When I using intel vtune to profile a application with memory access mode, some instructions have huge delay in my results, which is shown below.

vtune result shows huge delay of some instructions

Obviously, these two register sub instructions will not occupy such huge delay, furthermore, the sub instructions are defined with memory bound, which is not right in my opinion. I think this is cause by sampling skid, which can be avoid with :pp in perf, can I tune the intel vtune to avoid this just like in perf?

I tried to customize a copy of the selected analysis, and enable "Profile with Full Intel Processor Trace" or "Collect PEBS data", but they are not work.

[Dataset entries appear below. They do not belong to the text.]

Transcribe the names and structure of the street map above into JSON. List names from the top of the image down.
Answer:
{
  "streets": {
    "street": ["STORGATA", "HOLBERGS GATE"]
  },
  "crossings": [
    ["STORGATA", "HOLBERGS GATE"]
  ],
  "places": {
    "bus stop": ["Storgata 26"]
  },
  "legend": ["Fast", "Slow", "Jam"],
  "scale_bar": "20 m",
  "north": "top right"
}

  • `sub` gets a lot of counts for the "cycles" event because it has to wait for its inputs to be ready, some of which come from loads which maybe missed in cache. It's not just a skid, it's a matter of which instruction gets the blame for something that's slow. – Peter Cordes Jan 31 '23 at 16:55
  • You certainly can't get the exact "delay" of each instruction, that isn't even a thing that makes sense. The CPU is always working on multiple instructions in parallel, so there isn't a single cost associated with each instruction that can be added up. [How many CPU cycles are needed for each assembly instruction?](https://stackoverflow.com/q/692718) / [What considerations go into predicting latency for operations on modern superscalar processors and how can I calculate them by hand?](https://stackoverflow.com/q/51607391) – Peter Cordes Jan 31 '23 at 16:58

0 Answers0